I graduated from the Odessa Environmental University, Ukraine with a diploma in Engineering Hydrology with distinctions in 1973. Because my favourite subjects were mathematics and physics, I specialized in Computational Hydrology and Computational Hydraulics. My first three articles in these areas were published in Soviet scientific journals when I was still an undergraduate student. After graduating from the university and serving as a private in Soviet Air Force 1973-1974, I began working at the Institute of Hydromechanics of the Academy of Sciences of Ukraine (ASU) that was conducting modeling research. As Hydromechanics is a more mathematical field than Hydrology, the research activities of the institute matched my interest. At the institute, I completed my postgraduate studies and defended my Ph.D. dissertation on Computational Fluid Mechanics in 1983. Although I could not imagine that I would engage in the modeling of radionuclides in water systems before the Chernobyl accident, my background that covers both Hydrology and Hydromechanics led me to that direction after 1986.
What kind of researches did you conduct before you came to IER?
Before the Chernobyl accident, I developed numerical models of waves, turbulent currents, and suspended sediment transport in rivers and coastal zone of the seas. One of the areas the developed models could be applied was modeling tsunami waves and their impact on coastal structures. The modeling of the currents and suspended sediment transport in Ukrainian rivers and the Black Sea coastal zone was also another area I applied my activities.
I began activities on modeling radionuclide transport in Ukrainian rivers on May 5, 1986, nine days after the accident. Academy of Science has established a Task Force Unit whose objectives were to develop a model based on the computerized Decision Support System (DSS) for the prediction of 137Cs and 90Sr transport in Pripyat River and Dnieper River and to justify the measures to reduce the water contamination. Developing the model was considered critical because Chernobyl Nuclear Power Plant (ChNPP) was located 110 km upstream of Kiev and on the banks of Pripyat River, a tributary of Dnieper River. Nobody could predict the risk of radioactive contamination at that moment. This river system would be a pathway of radioactive waters from the heavily contaminated area around ChNPP to Kiev. It also would be the pathway to the Black Sea through 800 kilometers of rivers and reservoirs. Moreover, it was considered that fluxes of radionuclides through river water could be increased during the spring season due to heavy floods caused by snowmelt and heavy rainstorms. The Task Force Unit used programmers, computer equipment and premises of Cybernetics Center, ASU. I was invited there as an expert in Computational Hydrology and Hydraulics. Then, as a leader of the Task Force Unit, I conducted data collection not only in Kiev but also directly in Chernobyl Exclusion Zone (ChEZ).

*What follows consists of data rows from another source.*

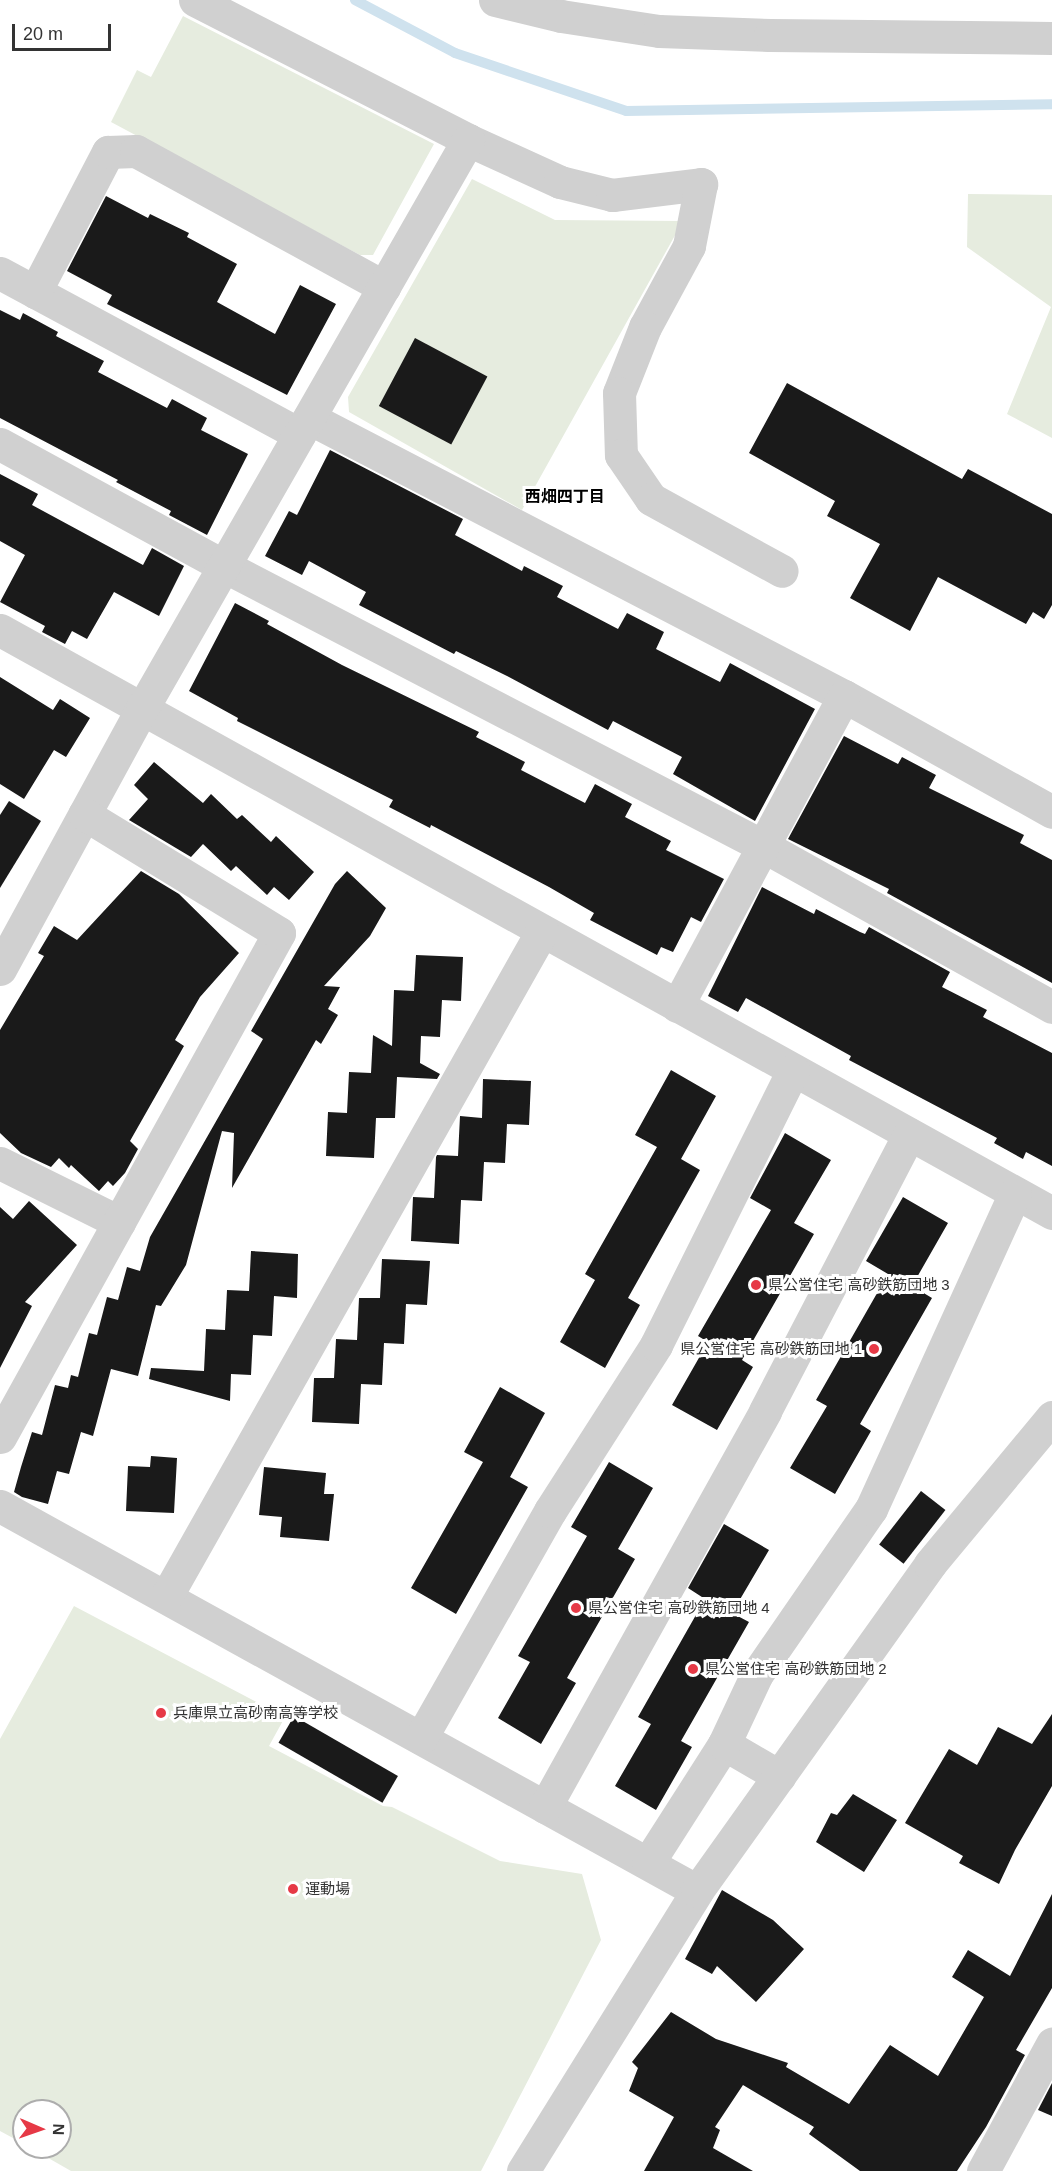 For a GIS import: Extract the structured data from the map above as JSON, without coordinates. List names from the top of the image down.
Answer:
{
  "districts": ["西畑四丁目"],
  "places": [
    "県公営住宅 高砂鉄筋団地 3",
    "県公営住宅 高砂鉄筋団地 1",
    "県公営住宅 高砂鉄筋団地 4",
    "県公営住宅 高砂鉄筋団地 2",
    "兵庫県立高砂南高等学校",
    "運動場"
  ],
  "scale_bar": "20 m",
  "north": "right"
}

The first our forecasts were presented to the Ukrainian government in September 1986. In March 1987, a new Department of Environmental Modeling was established in the Institute of Mathematical Machines and Systems of Cybernetics Center, ASU, and the core experts of the Task Force Unit were invited to be its staff members. I was appointed as Head of this Department. We regularly forecasted the radioactive contamination in Dnieper River during spring flood seasons in 1987-1992 and presented the results to the government. Adding to that, we predicted the consequences of other emergencies in ChEZ and environmental impacts of construction projects in ChEZ including the New Safe Confinement based on the modeling results. Later, in 2004, I was awarded the Ukrainian State Prize in Science and Technology for these Chernobyl researches.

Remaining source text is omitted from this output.